Retype the entries, please, from their first line to the line containing "0 #876a5a) drop-shadow(-1px", exactly and only those lines, minus the pictures.

################

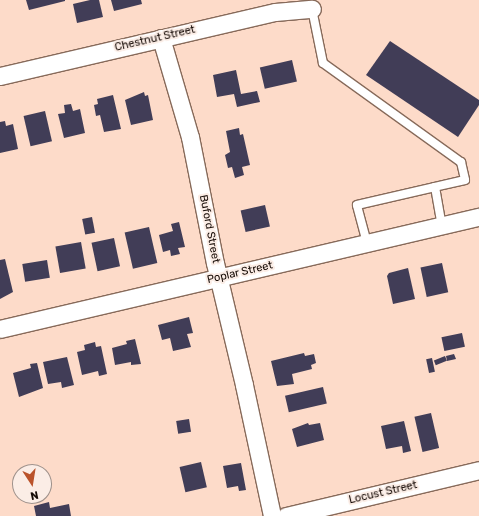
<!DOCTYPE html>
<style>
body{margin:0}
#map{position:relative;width:479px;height:516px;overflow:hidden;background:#fddbc9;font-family:Rubik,sans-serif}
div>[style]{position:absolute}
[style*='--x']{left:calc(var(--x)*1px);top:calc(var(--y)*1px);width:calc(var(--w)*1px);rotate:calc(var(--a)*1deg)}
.building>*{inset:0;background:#413d57;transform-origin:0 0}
.roads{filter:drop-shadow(1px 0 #876a5a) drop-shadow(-1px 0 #876a5a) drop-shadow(0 1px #876a5a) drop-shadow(0 -1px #876a5a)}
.service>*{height:8px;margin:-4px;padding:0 4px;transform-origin:4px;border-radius:4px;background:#fff}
.minor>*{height:17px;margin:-8.5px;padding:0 8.5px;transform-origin:8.5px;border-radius:8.5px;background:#fff}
span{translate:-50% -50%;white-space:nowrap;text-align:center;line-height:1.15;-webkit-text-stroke:4px #fbede6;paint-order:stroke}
.street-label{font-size:11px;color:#150a05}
.north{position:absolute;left:12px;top:464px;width:40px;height:40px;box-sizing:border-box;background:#fbede6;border:1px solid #9f928c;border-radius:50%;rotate:168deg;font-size:11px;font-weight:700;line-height:16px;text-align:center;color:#150a05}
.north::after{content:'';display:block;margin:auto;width:14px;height:18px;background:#ba532b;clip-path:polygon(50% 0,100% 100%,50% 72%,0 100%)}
</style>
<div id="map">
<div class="building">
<i style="clip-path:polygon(26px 0,65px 0,65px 1px,29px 10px)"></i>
<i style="clip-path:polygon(90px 0,99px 0,103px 17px,77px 23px,73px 4px)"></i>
<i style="clip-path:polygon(111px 0,141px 0,142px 4px,114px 11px)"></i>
<i style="clip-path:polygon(390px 41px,479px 100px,479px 105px,458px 137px,366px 75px)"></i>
<i style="left:292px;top:60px;width:22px;height:33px;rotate:77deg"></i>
<i style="clip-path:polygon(236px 70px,241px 94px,257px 91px,260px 102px,237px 107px,234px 94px,217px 97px,213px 75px)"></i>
<i style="clip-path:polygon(144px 92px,145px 96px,148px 95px,153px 120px,131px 125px,125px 100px)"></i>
<i style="clip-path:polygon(113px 95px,121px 129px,104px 132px,100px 115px,96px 116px,94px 105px,98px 104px,97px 99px)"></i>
<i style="clip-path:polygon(71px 104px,73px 111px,80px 109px,85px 133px,64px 138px,58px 114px,65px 113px,64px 105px)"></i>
<i style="left:45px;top:111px;width:31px;height:22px;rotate:77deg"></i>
<i style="clip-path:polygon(5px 121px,6px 126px,13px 124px,18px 149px,0 153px,0 122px)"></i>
<i style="clip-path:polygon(239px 128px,240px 135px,243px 134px,250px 165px,242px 167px,244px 175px,235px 178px,232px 167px,228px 168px,225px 155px,230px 152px,226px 131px)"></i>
<i style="left:265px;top:205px;width:22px;height:25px;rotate:77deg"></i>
<i style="left:92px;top:217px;width:16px;height:10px;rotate:79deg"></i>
<i style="clip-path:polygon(179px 222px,185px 247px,178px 248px,180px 254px,171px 256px,170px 250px,163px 252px,159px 235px,173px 231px,171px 224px)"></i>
<i style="left:149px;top:227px;width:37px;height:25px;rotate:77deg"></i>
<i style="left:114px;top:238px;width:29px;height:23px;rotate:78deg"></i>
<i style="left:81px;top:242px;width:27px;height:26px;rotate:80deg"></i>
<i style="clip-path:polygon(5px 259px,13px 292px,0 299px,0 260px)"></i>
<i style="left:47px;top:260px;width:18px;height:25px;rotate:81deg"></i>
<i style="left:442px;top:263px;width:30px;height:22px;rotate:78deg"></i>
<i style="clip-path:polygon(408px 268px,415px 299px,393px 304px,387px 276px,389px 273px)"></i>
<i style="clip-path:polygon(189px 317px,193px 333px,187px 334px,191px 347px,173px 351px,170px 338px,162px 340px,158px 325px)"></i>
<i style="left:462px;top:333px;width:14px;height:21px;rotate:78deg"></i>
<i style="clip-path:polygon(135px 339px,141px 364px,131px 365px,131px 362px,115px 365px,112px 348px,127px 344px,126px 341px)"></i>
<i style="clip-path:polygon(95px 342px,96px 347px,101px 346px,107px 374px,99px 376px,98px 371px,82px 375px,77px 352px,85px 350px,84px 345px)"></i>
<i style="clip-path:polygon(304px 353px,305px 356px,314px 354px,316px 363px,311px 365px,312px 369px,292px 374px,294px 384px,277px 386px,271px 361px)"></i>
<i style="clip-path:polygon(454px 354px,456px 359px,447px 361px,446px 356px)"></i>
<i style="left:445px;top:356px;width:5px;height:12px;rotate:68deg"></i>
<i style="clip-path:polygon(67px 357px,74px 385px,62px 388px,61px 382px,48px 384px,43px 362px)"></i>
<i style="left:432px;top:358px;width:14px;height:6px;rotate:78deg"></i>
<i style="clip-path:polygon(37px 363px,43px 388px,19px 397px,13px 373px,31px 368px,30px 364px)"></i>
<i style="left:323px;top:387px;width:17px;height:39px;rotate:77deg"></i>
<i style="left:431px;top:413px;width:36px;height:17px;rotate:77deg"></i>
<i style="left:189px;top:419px;width:13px;height:13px;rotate:81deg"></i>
<i style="clip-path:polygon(404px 421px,411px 451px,403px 453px,402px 446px,386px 449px,381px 426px)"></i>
<i style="clip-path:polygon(308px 423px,309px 425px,320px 423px,324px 440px,297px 447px,292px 429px)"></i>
<i style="left:201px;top:462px;width:26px;height:22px;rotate:77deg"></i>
<i style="clip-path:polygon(241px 463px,246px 490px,239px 491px,238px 486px,227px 488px,223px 466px)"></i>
<i style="clip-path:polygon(49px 502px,50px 508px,69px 504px,71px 516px,36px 516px,34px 506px)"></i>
</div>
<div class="roads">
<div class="service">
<i style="--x:312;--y:9;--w:55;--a:78.5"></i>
<i style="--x:323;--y:63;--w:170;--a:35.7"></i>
<i style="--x:461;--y:162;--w:18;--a:77"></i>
<i style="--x:465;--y:180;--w:31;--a:167"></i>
<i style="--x:367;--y:243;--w:39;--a:-105"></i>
<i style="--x:357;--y:205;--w:80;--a:-13"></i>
<i style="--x:435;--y:187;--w:40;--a:80"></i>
</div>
<div class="minor">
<i style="--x:161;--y:38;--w:103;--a:73.7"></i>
<i style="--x:190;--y:137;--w:128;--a:78.8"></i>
<i style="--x:215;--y:263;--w:125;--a:76.6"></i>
<i style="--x:244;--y:385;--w:134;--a:77.9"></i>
<i style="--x:0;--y:76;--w:282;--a:-13.1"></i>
<i style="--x:275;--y:12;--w:37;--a:-5"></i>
<i style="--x:0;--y:329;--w:492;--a:-13.2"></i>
<i style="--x:286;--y:516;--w:198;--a:-13.4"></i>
</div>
</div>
<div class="street-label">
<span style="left:155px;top:39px;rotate:-13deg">Chestnut Street</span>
<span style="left:209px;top:229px;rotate:79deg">Buford Street</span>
<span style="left:240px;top:273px;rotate:-13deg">Poplar Street</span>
<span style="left:383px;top:493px;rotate:-13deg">Locust Street</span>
</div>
<div class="north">N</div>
</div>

################

• _Task result_
<!DOCTYPE html>
<style>
body{margin:0}
#map{position:relative;width:479px;height:516px;overflow:hidden;background:#fddbc9;font-family:Rubik,sans-serif}
div>[style]{position:absolute}
[style*='--x']{left:calc(var(--x)*1px);top:calc(var(--y)*1px);width:calc(var(--w)*1px);rotate:calc(var(--a)*1deg)}
.building>*{inset:0;background:#413d57;transform-origin:0 0}
.roads{filter:drop-shadow(1px 0 #876a5a) drop-shadow(-1px 0 #876a5a) drop-shadow(0 1px #876a5a) drop-shadow(0 -1px #876a5a)}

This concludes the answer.